## [Your goal]
Reduce the material below to its lines containing "river".
Data supplied: Begin
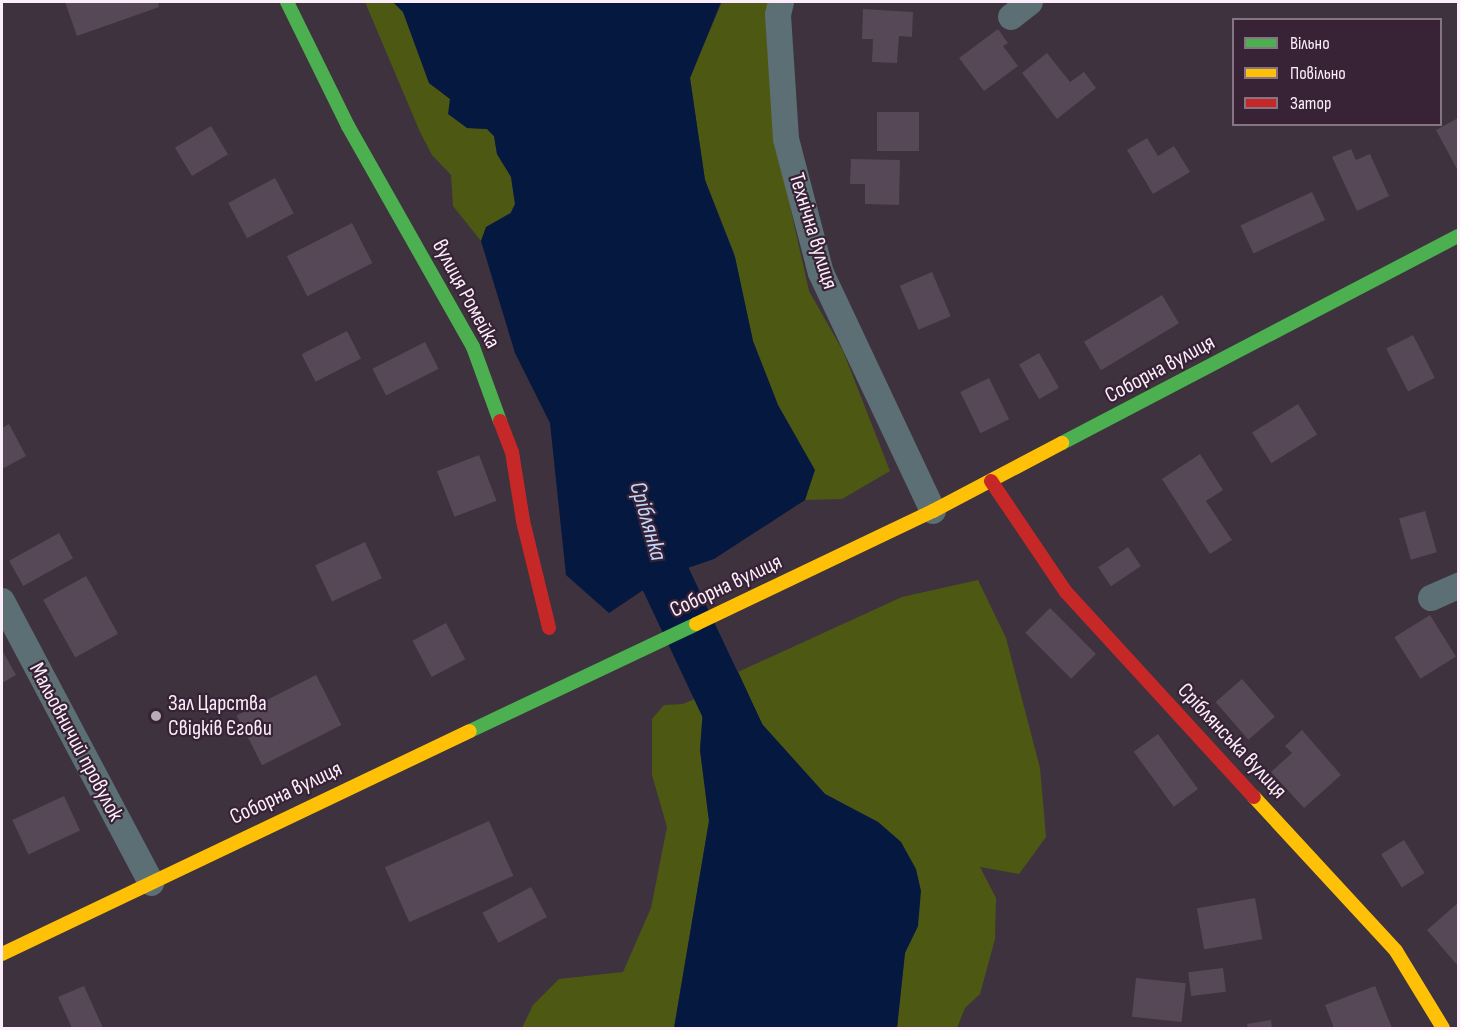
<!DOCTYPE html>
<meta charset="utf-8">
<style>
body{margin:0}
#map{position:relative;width:1460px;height:1030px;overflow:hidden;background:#3d323d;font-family:"Sofia Sans Condensed",sans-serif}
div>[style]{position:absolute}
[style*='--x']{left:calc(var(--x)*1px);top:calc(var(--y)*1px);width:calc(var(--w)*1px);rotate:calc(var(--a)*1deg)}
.green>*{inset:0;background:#4d5913}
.water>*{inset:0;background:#051840}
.river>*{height:51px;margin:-25.5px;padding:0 25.5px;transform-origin:25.5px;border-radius:25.5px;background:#051840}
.building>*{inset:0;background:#574857;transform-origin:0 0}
.street>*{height:26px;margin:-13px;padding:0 13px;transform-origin:13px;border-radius:13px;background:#5b6f74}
.fast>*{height:14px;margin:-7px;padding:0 7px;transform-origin:7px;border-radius:7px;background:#4caf50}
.slow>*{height:14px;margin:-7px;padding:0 7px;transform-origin:7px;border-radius:7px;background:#ffc107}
.jam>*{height:14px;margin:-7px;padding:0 7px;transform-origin:7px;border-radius:7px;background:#c62828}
.dots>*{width:16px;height:16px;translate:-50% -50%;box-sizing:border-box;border:3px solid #382336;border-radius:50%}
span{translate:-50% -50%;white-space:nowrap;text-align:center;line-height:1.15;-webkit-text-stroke:4.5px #382336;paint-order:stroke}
.street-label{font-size:22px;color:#fbedf9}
.poi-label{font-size:22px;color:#fbedf9}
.left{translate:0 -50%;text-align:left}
.water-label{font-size:24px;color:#c1d8fc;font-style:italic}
.frame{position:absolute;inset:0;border:3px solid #fbedf9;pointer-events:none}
.legend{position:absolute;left:1232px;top:18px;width:210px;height:108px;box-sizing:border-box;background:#382336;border:2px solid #867484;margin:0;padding:8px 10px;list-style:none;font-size:18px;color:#fbedf9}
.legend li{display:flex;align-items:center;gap:12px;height:30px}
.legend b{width:30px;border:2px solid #867484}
</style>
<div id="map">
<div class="green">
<i style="clip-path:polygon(365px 2px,393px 2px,403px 12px,429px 83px,450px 99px,467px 128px,487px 129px,494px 136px,497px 154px,511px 177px,515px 204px,510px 213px,486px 227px,481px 241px,453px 206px,451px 175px,432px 155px,420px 132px)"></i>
<i style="clip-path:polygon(722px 2px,775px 2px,767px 46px,778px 153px,809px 291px,843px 351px,890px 471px,842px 499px,805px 500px,814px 470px,778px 405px,753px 341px,734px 253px,705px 180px,690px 78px)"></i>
<i style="clip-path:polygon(978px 580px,1006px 638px,1040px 768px,1046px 837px,1019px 874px,980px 867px,996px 898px,995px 939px,980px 994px,965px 1008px,957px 1028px,897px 1028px,905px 952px,918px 926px,901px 842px,878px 822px,825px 794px,762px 724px,738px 672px,902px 597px)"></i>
<i style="clip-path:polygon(704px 695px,700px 750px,709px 821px,674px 1028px,522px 1028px,533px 1005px,559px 979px,623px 972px,651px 908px,667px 827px,652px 775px,652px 719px,664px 705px,683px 704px)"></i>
</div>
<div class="water">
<i style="clip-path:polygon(393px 2px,721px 2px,690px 78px,705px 180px,735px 257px,753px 341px,778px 405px,815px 470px,805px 500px,714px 559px,664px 576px,609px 613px,566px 575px,550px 423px,515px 353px,481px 241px,486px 227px,511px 213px,515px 204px,511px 177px,497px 154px,494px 136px,487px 129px,467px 128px,448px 114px,450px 99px,429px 83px,403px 12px)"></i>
<i style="clip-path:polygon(738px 672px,762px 724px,825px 794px,878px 822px,901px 842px,916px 869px,921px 891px,918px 926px,905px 953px,897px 1028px,674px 1028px,709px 821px,700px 750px,704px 695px)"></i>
</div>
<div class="river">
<i style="--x:646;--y:508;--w:70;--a:75.2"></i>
<i style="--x:664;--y:576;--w:192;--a:64.8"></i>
</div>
<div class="building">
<i style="clip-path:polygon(65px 2px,158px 2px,159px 7px,77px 36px)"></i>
<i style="clip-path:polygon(863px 9px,913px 12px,912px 37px,899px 36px,897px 63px,872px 62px,873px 39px,862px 39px)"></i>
<i style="clip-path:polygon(998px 29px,1008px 43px,1003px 46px,1018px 66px,984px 91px,959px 58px)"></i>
<i style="clip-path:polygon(1047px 53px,1070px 82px,1084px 72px,1096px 88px,1057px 119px,1022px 73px)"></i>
<i style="left:877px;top:112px;width:42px;height:39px"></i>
<i style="clip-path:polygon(1458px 118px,1458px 168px,1457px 169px,1436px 130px)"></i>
<i style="left:211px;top:126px;width:33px;height:42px;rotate:59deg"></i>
<i style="clip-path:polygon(1147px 138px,1158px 156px,1174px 146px,1190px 172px,1153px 194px,1127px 150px)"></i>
<i style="clip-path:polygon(1351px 149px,1356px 160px,1370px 154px,1389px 196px,1357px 211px,1332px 157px)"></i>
<i style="clip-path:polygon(851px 159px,900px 160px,899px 205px,865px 204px,865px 184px,850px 184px)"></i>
<i style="left:275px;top:178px;width:40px;height:53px;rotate:62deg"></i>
<i style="left:1312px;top:192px;width:31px;height:79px;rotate:65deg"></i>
<i style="left:352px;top:223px;width:45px;height:73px;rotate:63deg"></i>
<i style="left:932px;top:272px;width:48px;height:35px;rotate:67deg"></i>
<i style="left:1162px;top:295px;width:33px;height:91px;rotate:59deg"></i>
<i style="left:347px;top:331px;width:31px;height:51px;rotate:63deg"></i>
<i style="left:1413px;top:335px;width:48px;height:30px;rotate:63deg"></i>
<i style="left:425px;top:342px;width:30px;height:59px;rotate:63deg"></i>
<i style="left:1039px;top:353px;width:40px;height:23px;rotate:60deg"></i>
<i style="left:989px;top:378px;width:46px;height:32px;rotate:64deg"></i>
<i style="left:1298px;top:404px;width:36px;height:54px;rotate:58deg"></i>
<i style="clip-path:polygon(9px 424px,26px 456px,2px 469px,2px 428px)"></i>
<i style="clip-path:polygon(1200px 454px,1223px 490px,1206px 501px,1232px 540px,1210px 554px,1162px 479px)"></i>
<i style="left:479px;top:455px;width:49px;height:45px;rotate:69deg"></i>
<i style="left:1425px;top:511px;width:43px;height:27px;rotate:74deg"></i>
<i style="left:59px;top:533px;width:29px;height:57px;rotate:61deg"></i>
<i style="left:365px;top:542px;width:40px;height:55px;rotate:65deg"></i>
<i style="left:1128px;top:547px;width:23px;height:36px;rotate:56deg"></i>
<i style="left:86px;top:576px;width:66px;height:49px;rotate:61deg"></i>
<i style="left:1050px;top:608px;width:65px;height:35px;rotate:45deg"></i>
<i style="left:1430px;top:615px;width:49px;height:42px;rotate:58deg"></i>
<i style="left:446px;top:623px;width:41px;height:38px;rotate:62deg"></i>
<i style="clip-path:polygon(2px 650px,16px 675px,2px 683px)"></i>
<i style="left:316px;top:675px;width:56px;height:89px;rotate:63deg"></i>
<i style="left:1242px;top:679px;width:50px;height:35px;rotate:49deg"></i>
<i style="clip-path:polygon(1302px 730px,1341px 775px,1304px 808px,1271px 772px,1292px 753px,1285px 746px)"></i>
<i style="left:1158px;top:734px;width:68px;height:30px;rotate:54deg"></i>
<i style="left:64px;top:796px;width:38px;height:57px;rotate:65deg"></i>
<i style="left:489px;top:821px;width:60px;height:114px;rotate:66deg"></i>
<i style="left:1404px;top:840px;width:39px;height:27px;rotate:58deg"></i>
<i style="left:531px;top:887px;width:34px;height:55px;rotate:62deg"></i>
<i style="left:1255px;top:898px;width:42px;height:59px;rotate:80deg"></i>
<i style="clip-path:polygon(1458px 903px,1458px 966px,1427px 930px)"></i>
<i style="left:1223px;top:968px;width:24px;height:35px;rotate:83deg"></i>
<i style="left:1136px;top:978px;width:50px;height:39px;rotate:6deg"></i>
<i style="clip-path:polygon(84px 986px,103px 1028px,72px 1028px,58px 997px)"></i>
<i style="clip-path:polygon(1375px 986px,1392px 1028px,1334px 1028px,1325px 1005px)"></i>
<i style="clip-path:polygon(1271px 1020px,1272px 1028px,1248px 1028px,1247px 1024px)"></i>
</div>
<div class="street">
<i style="--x:781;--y:2;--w:13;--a:103"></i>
<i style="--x:778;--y:15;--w:124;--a:86.3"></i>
<i style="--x:786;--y:139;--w:138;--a:75.4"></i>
<i style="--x:821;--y:273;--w:263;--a:64.8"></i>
<i style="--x:1011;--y:17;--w:24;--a:-38"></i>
<i style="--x:1431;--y:598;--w:30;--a:-24"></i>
<i style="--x:2;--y:601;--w:319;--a:62.1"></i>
</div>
<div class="fast">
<i style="--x:287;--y:2;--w:138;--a:63.8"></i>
<i style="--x:348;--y:126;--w:254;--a:60.5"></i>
<i style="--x:473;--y:347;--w:79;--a:70"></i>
<i style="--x:1062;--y:443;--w:447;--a:-27.6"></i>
<i style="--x:470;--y:731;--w:250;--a:-25.3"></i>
</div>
<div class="slow">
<i style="--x:696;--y:624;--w:263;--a:-25.5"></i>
<i style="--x:933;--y:511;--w:146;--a:-27.8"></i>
<i style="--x:1254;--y:797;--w:209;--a:47.3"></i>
<i style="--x:1396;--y:951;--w:90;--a:58.6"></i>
<i style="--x:2;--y:954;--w:518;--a:-25.48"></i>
</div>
<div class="jam">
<i style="--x:500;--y:421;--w:33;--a:69"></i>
<i style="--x:512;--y:452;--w:70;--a:80.9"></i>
<i style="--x:523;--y:521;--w:110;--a:76.3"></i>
<i style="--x:991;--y:481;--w:134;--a:56"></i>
<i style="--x:1066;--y:592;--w:278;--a:47.5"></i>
</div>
<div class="dots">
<i style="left:156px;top:716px;background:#b8acb7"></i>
</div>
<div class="street-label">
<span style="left:813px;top:231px;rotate:73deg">Технічна вулиця</span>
<span style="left:466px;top:294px;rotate:62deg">вулиця Ромейка</span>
<span style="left:1160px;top:369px;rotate:-28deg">Соборна вулиця</span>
<span style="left:726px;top:586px;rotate:-25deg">Соборна вулиця</span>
<span style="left:1232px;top:741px;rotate:47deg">Сріблянська вулиця</span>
<span style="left:76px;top:742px;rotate:62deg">Мальовничий провулок</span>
<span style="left:286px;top:793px;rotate:-25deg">Соборна вулиця</span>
</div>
<div class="poi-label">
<span class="left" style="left:168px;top:716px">Зал Царства<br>Свідків Єгови</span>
</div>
<div class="water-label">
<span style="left:648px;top:521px;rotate:74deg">Сріблянка</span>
</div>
<div class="frame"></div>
<ul class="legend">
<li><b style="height:8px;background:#4caf50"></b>Вільно</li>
<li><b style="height:8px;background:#ffc107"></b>Повільно</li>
<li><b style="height:8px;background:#c62828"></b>Затор</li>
</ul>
</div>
Data supplied: End
## [Task output]
.river>*{height:51px;margin:-25.5px;padding:0 25.5px;transform-origin:25.5px;border-radius:25.5px;background:#051840}
<div class="river">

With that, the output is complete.